The source code is available on GitHub.
The Intel software that gave Prof Stephen Hawking a voice has been released for developers around the world under a free software license.
Developed specifically for Prof Hawking, the Assistive Context-Aware Toolkit (ACAT) is an open source platform that helps people with motor neuron diseases and other disabilities to easily communicate with others through keyboard simulation, speech synthesis, and word prediction.
It interprets visual signals and translates them into words that are "spoken" by a machine, and it also gives users the ability to edit, manage documents, and navigate the web.
ACAT uses visual cues from the user’s face to understand commands and in the case of Professor Hawking, it tracks the movements of his cheek muscle using a webcam.

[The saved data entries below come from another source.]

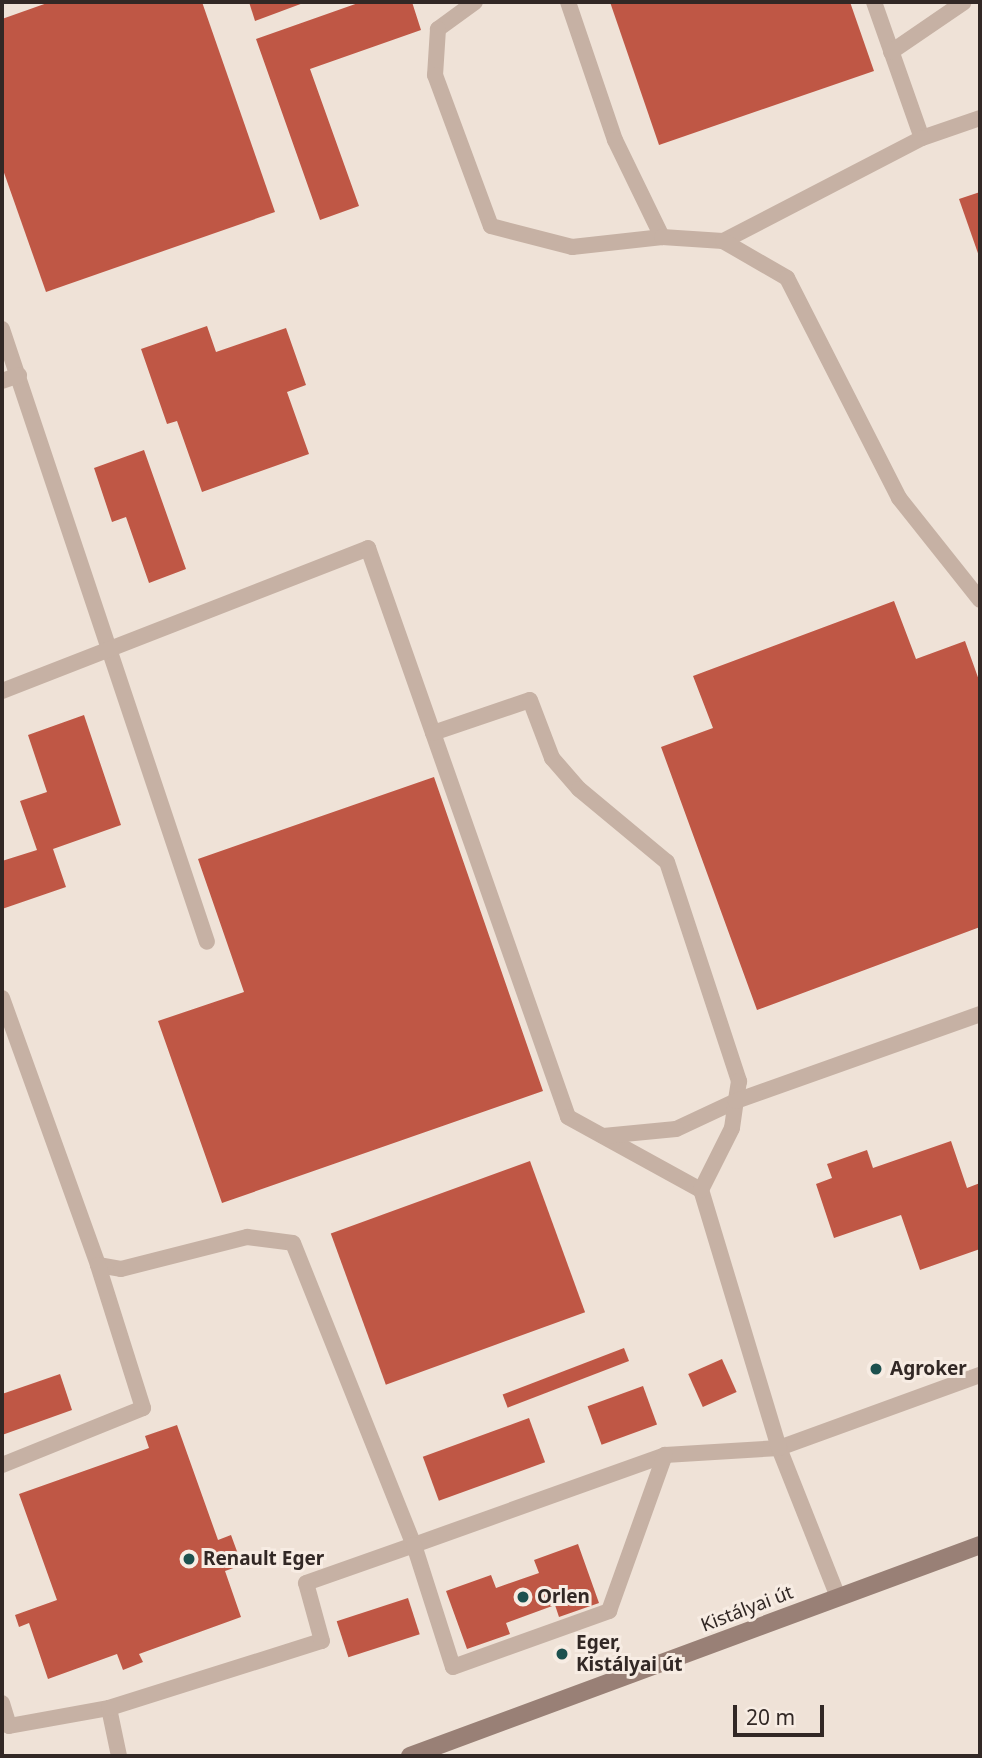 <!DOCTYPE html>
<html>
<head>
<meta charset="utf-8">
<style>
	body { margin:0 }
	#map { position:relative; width:982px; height:1758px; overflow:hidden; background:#efe2d7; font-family:"Noto Sans",sans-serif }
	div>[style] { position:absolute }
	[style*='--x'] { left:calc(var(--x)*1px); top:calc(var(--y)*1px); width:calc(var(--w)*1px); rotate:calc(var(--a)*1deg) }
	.building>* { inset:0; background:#bf5745; transform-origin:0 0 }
	.lane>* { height:16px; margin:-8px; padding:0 8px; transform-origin:8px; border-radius:8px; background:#c6b1a4 }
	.secondary>* { height:18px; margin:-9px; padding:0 9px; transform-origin:9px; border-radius:9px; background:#998076 }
	.dots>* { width:19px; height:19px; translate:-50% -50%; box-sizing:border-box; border:4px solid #f7ece3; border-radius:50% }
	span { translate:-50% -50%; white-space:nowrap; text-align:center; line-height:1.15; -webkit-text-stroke:6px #f7ece3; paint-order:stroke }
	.poi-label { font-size:19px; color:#322825; font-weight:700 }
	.left { translate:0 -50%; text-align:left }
	.street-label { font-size:19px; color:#322825 }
	.frame { position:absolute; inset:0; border:4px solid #322825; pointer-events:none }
	.scale { position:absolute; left:733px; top:1705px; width:91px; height:32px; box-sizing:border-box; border:4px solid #322825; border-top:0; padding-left:9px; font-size:21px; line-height:24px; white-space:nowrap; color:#322825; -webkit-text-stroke:5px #f7ece3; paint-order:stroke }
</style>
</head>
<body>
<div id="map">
	<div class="building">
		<div style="clip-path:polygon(50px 2px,202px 2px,275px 212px,46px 292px,2px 167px,2px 19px)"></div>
		<div style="clip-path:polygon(249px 2px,306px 2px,255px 21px)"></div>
		<div style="clip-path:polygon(361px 2px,412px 2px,421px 30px,310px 69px,359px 206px,320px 220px,256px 39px)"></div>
		<div style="clip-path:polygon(610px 2px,850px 2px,874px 71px,659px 145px)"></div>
		<div style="clip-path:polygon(980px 192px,980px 259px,959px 199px)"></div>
		<div style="clip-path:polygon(207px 326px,216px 352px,286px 328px,306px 385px,287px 392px,309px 454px,202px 492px,177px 421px,167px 424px,141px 349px)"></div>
		<div style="clip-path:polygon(144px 450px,186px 569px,149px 583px,126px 517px,112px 522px,94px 468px)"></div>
		<div style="clip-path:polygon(894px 601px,916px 659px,965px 641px,980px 683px,980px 927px,757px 1010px,661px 747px,713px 728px,693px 676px)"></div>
		<div style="clip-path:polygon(84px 715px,121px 825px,53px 849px,66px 887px,2px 909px,2px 861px,37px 850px,20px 801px,47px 792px,28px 735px)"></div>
		<div style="clip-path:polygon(434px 777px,543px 1091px,222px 1203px,158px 1021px,244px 992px,198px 859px)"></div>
		<div style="clip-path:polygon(951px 1141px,967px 1188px,980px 1183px,980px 1249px,920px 1270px,901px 1215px,834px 1238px,816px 1184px,832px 1178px,827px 1164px,867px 1150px,873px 1168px)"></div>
		<div style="left:530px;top:1161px;width:161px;height:212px;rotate:70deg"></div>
		<div style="left:624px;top:1348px;width:14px;height:130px;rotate:69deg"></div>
		<div style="left:722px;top:1359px;width:36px;height:37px;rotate:66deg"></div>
		<div style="clip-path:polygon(60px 1374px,72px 1410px,2px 1435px,2px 1394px)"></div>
		<div style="left:643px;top:1386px;width:41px;height:59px;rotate:70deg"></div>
		<div style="left:529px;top:1418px;width:47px;height:113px;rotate:70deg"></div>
		<div style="clip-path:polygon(177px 1425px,218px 1540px,231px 1535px,242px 1565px,225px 1571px,241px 1617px,139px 1654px,143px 1662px,123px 1670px,117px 1654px,48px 1679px,29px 1623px,19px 1627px,15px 1615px,57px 1600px,19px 1494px,149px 1448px,145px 1436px)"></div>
		<div style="clip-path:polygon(578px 1544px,599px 1603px,559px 1617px,555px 1605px,506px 1623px,510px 1634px,467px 1649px,446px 1591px,491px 1575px,496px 1588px,539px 1573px,534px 1560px)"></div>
		<div style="left:408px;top:1598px;width:38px;height:75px;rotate:72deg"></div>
	</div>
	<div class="lane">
		<div style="--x:475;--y:2;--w:46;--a:143.9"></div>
		<div style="--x:438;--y:29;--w:46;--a:93.7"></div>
		<div style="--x:435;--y:75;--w:161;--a:69.7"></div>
		<div style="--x:491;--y:226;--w:84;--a:14.5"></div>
		<div style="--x:572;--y:247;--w:91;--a:-6.3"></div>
		<div style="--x:568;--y:2;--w:146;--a:71.2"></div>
		<div style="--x:615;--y:140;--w:108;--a:64.1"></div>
		<div style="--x:662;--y:237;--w:61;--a:3.8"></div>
		<div style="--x:874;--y:2;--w:144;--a:70.6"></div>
		<div style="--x:891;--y:52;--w:88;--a:-34.4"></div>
		<div style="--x:980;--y:118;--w:61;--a:161"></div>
		<div style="--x:922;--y:138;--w:224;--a:152.6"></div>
		<div style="--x:723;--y:241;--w:74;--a:30"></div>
		<div style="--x:787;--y:278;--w:247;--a:63"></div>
		<div style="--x:899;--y:498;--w:130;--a:51.5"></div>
		<div style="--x:2;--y:329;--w:646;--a:71.51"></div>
		<div style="--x:2;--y:381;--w:18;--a:-19"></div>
		<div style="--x:2;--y:691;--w:393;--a:-21.3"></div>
		<div style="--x:368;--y:548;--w:603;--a:70.63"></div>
		<div style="--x:568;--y:1117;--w:152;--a:28.8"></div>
		<div style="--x:433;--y:733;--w:102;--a:-18.8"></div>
		<div style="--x:530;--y:700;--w:62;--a:69.2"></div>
		<div style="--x:552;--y:758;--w:41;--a:48.9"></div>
		<div style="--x:579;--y:789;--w:114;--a:39.7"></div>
		<div style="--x:667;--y:862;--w:231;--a:71.8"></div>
		<div style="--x:739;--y:1081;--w:20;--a:99"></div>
		<div style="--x:736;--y:1101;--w:66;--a:155"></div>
		<div style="--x:676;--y:1129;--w:73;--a:174.5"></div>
		<div style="--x:2;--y:998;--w:284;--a:70.2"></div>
		<div style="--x:98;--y:1265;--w:23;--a:10"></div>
		<div style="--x:121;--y:1269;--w:130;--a:-14.3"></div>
		<div style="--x:247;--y:1237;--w:46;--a:7.4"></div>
		<div style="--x:293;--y:1243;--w:325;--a:68.2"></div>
		<div style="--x:414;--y:1545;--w:267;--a:-19.7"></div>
		<div style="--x:665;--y:1455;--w:114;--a:-3.5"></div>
		<div style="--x:779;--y:1448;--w:214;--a:-20"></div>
		<div style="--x:2;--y:1465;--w:152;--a:-22"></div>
		<div style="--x:143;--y:1408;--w:150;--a:-107.5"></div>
		<div style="--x:838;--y:1597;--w:160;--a:-111.6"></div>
		<div style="--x:779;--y:1448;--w:270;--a:-106.8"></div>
		<div style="--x:701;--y:1190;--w:69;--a:-63.4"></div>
		<div style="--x:732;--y:1128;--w:27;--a:-82"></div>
		<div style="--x:736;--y:1101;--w:259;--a:-19.6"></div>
		<div style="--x:2;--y:1703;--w:24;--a:73"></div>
		<div style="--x:9;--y:1726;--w:102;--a:-10.2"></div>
		<div style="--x:119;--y:1756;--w:49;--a:-101.8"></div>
		<div style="--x:109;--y:1708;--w:223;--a:-17.5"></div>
		<div style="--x:322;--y:1641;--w:60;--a:-105.4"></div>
		<div style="--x:306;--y:1583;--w:114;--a:-19.4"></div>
		<div style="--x:414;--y:1545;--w:128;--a:72.3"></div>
		<div style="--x:453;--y:1667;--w:166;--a:-19.7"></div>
		<div style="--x:609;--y:1611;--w:166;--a:-70.3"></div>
	</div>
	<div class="secondary">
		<div style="--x:410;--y:1756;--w:608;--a:-20.31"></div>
	</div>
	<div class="dots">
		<div style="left:876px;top:1369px;background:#1d514f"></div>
		<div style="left:189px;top:1559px;background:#1d514f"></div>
		<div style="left:523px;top:1597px;background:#1d514f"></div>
		<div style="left:562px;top:1654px;background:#1d514f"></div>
	</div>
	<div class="poi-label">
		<span class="left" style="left:890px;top:1369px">Agroker</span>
		<span class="left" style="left:203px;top:1559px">Renault Eger</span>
		<span class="left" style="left:537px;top:1597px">Orlen</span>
		<span class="left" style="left:576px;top:1654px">Eger,<br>Kistályai út</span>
	</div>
	<div class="street-label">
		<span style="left:747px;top:1609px;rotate:-21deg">Kistályai út</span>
	</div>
	<div class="frame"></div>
	<div class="scale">20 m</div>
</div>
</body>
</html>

The chipmaker expects that ACAT, that runs on Microsoft Windows 7 or higher, will help researchers developing new interfaces.
The platform is expected to be of great help to researchers who are working on new user interfaces, new sensing modalities, and word prediction.
The company has released the entire source code on code-sharing site GitHub.
Intel said: "Our hope is that, by open sourcing this configurable platform, developers will continue to expand on this system by adding new user interfaces, new sensing modalities, word prediction and many other features.
"ACAT is designed to run on Microsoft Windows machines and can interface to different sensor inputs such as infrared switches, camera, push buttons, and more."